[Collected data]
----

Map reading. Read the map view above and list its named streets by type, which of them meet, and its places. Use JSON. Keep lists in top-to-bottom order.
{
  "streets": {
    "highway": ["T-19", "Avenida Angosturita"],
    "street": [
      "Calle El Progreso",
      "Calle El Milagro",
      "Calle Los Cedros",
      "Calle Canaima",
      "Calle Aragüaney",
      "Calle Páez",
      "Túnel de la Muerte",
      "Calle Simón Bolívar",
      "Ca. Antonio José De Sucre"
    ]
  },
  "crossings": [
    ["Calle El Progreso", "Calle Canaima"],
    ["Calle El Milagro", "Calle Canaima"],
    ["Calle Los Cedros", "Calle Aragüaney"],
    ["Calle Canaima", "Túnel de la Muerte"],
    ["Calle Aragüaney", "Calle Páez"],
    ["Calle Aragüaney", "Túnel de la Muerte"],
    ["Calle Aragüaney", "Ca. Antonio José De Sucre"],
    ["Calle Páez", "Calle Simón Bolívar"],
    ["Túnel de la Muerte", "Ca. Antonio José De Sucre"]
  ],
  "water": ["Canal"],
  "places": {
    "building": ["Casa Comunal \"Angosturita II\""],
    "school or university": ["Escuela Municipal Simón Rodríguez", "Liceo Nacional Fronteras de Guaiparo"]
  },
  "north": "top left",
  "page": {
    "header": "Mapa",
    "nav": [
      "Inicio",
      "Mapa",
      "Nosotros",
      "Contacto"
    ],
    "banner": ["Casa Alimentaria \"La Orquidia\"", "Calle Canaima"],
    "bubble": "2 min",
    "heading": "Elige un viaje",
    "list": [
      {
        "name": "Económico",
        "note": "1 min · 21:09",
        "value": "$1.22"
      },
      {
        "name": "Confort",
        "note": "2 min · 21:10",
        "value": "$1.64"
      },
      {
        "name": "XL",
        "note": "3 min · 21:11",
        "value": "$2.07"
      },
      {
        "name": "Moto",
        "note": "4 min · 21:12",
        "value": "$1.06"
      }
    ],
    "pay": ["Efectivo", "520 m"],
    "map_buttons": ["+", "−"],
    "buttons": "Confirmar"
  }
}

----

_AIM OF THE EXERCISE_.
Each record shown above is to be given again exactly.

_EXERCISE OUTPUT_.
Map reading. Read the map view above and list its named streets by type, which of them meet, and its places. Use JSON. Keep lists in top-to-bottom order.
{
  "streets": {
    "highway": ["T-19", "Avenida Angosturita"],
    "street": [
      "Calle El Progreso",
      "Calle El Milagro",
      "Calle Los Cedros",
      "Calle Canaima",
      "Calle Aragüaney",
      "Calle Páez",
      "Túnel de la Muerte",
      "Calle Simón Bolívar",
      "Ca. Antonio José De Sucre"
    ]
  },
  "crossings": [
    ["Calle El Progreso", "Calle Canaima"],
    ["Calle El Milagro", "Calle Canaima"],
    ["Calle Los Cedros", "Calle Aragüaney"],
    ["Calle Canaima", "Túnel de la Muerte"],
    ["Calle Aragüaney", "Calle Páez"],
    ["Calle Aragüaney", "Túnel de la Muerte"],
    ["Calle Aragüaney", "Ca. Antonio José De Sucre"],
    ["Calle Páez", "Calle Simón Bolívar"],
    ["Túnel de la Muerte", "Ca. Antonio José De Sucre"]
  ],
  "water": ["Canal"],
  "places": {
    "building": ["Casa Comunal \"Angosturita II\""],
    "school or university": ["Escuela Municipal Simón Rodríguez", "Liceo Nacional Fronteras de Guaiparo"]
  },
  "north": "top left",
  "page": {
    "header": "Mapa",
    "nav": [
      "Inicio",
      "Mapa",
      "Nosotros",
      "Contacto"
    ],
    "banner": ["Casa Alimentaria \"La Orquidia\"", "Calle Canaima"],
    "bubble": "2 min",
    "heading": "Elige un viaje",
    "list": [
      {
        "name": "Económico",
        "note": "1 min · 21:09",
        "value": "$1.22"
      },
      {
        "name": "Confort",
        "note": "2 min · 21:10",
        "value": "$1.64"
      },
      {
        "name": "XL",
        "note": "3 min · 21:11",
        "value": "$2.07"
      },
      {
        "name": "Moto",
        "note": "4 min · 21:12",
        "value": "$1.06"
      }
    ],
    "pay": ["Efectivo", "520 m"],
    "map_buttons": ["+", "−"],
    "buttons": "Confirmar"
  }
}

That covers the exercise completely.